Task to complete:
A faithful repeat of all the records, with no image kept, is the required answer.

[Supplied records Boundary: Start]

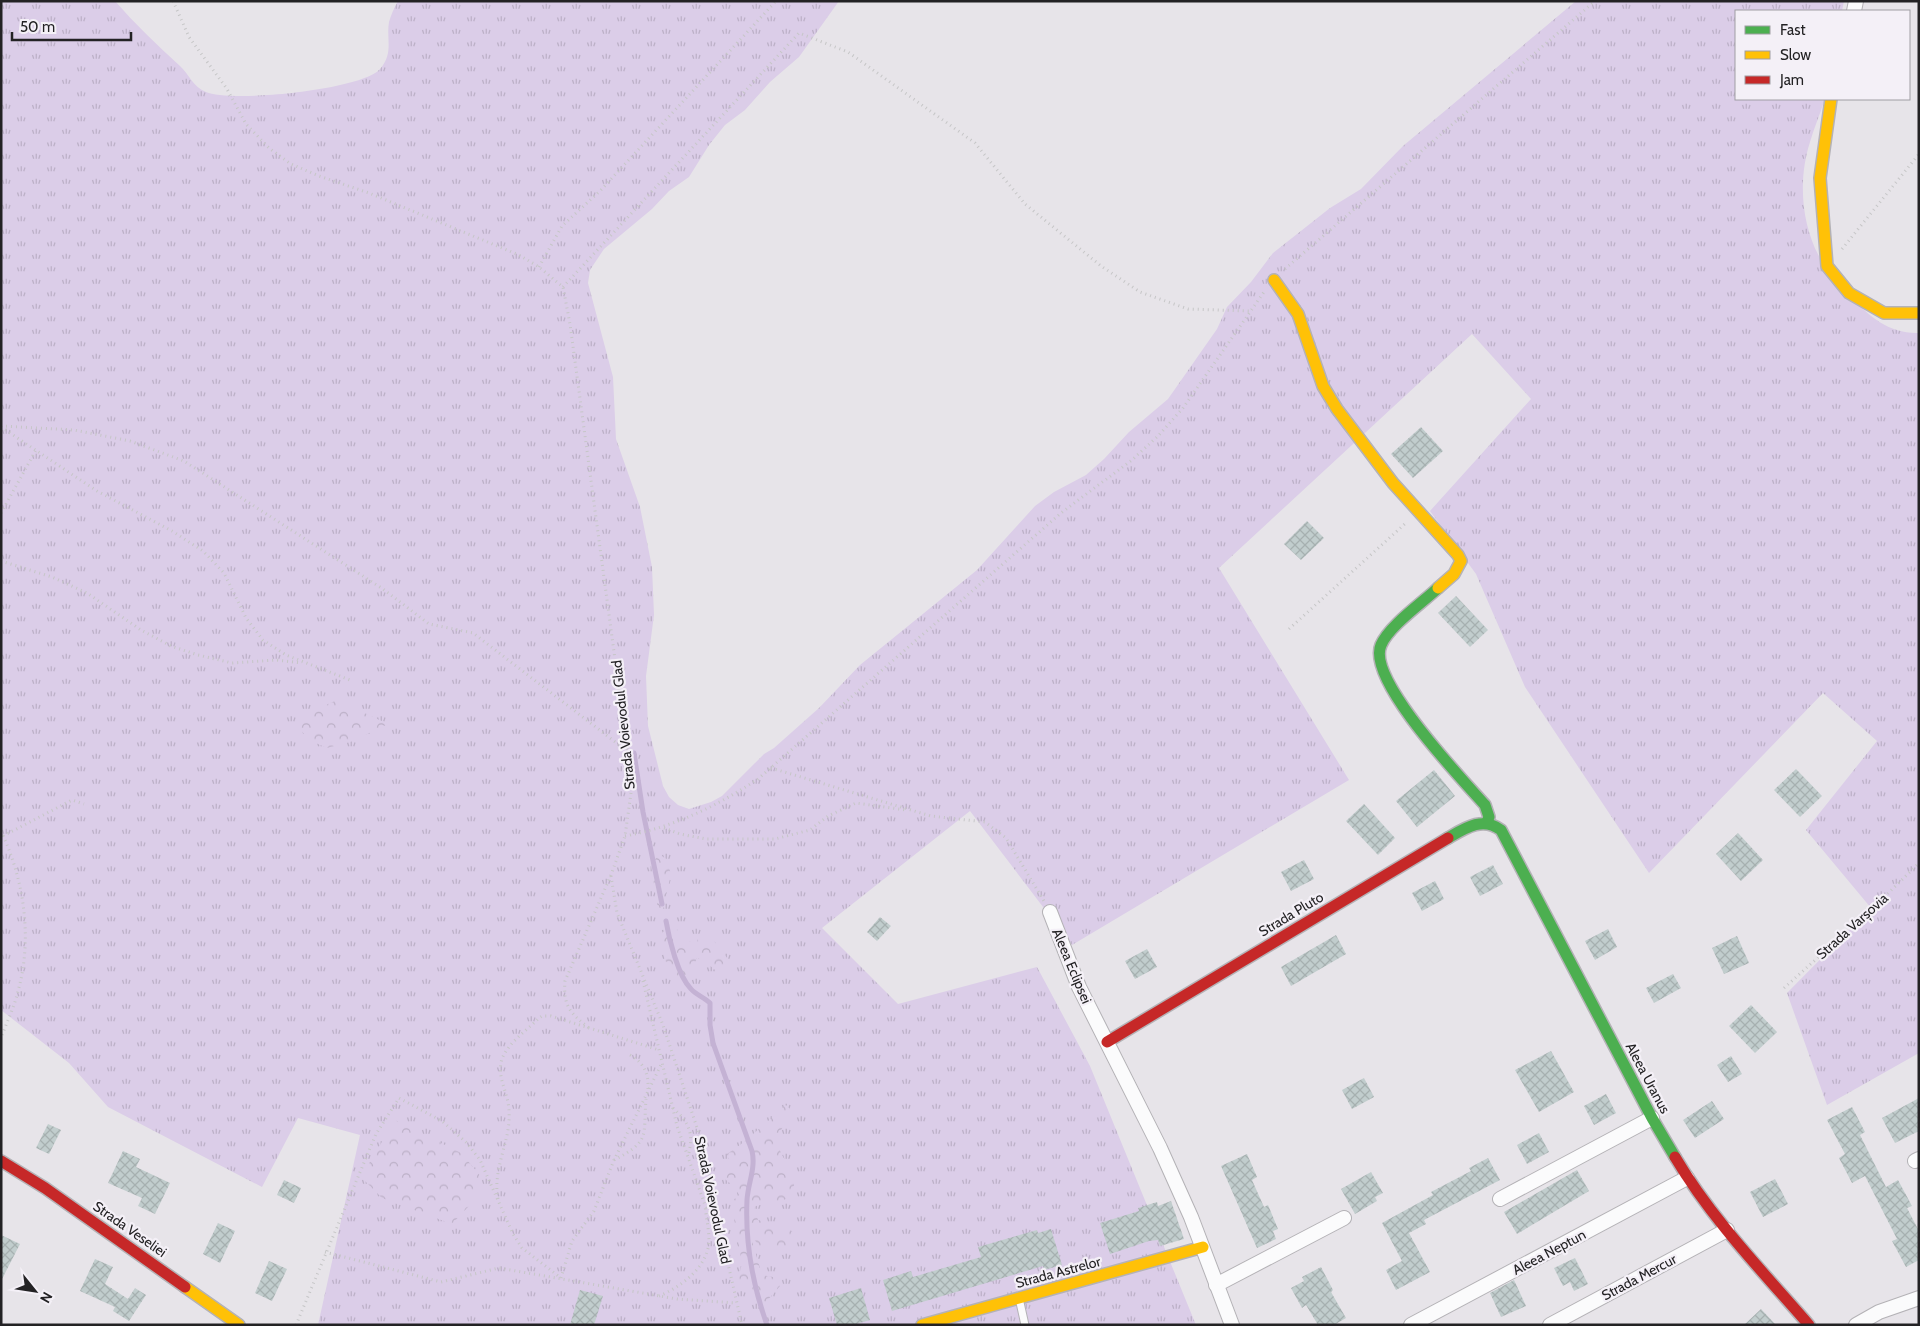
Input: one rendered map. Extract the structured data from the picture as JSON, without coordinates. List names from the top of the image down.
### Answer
{
  "streets": {
    "street": [
      "Strada Pluto",
      "Aleea Eclipsei",
      "Aleea Uranus",
      "Strada Veseliei",
      "Aleea Neptun",
      "Strada Astrelor",
      "Strada Mercur"
    ],
    "path": ["Strada Voievodul Glad", "Strada Varșovia"]
  },
  "crossings": [
    ["Strada Pluto", "Aleea Eclipsei"],
    ["Strada Pluto", "Aleea Uranus"],
    ["Aleea Eclipsei", "Strada Astrelor"],
    ["Aleea Uranus", "Aleea Neptun"],
    ["Aleea Uranus", "Strada Mercur"]
  ],
  "legend": ["Fast", "Slow", "Jam"],
  "scale_bar": "50 m",
  "north": "bottom right"
}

[Supplied records Boundary: End]

Your response:
Input: one rendered map. Extract the structured data from the picture as JSON, without coordinates. List names from the top of the image down.
### Answer
{
  "streets": {
    "street": [
      "Strada Pluto",
      "Aleea Eclipsei",
      "Aleea Uranus",
      "Strada Veseliei",
      "Aleea Neptun",
      "Strada Astrelor",
      "Strada Mercur"
    ],
    "path": ["Strada Voievodul Glad", "Strada Varșovia"]
  },
  "crossings": [
    ["Strada Pluto", "Aleea Eclipsei"],
    ["Strada Pluto", "Aleea Uranus"],
    ["Aleea Eclipsei", "Strada Astrelor"],
    ["Aleea Uranus", "Aleea Neptun"],
    ["Aleea Uranus", "Strada Mercur"]
  ],
  "legend": ["Fast", "Slow", "Jam"],
  "scale_bar": "50 m",
  "north": "bottom right"
}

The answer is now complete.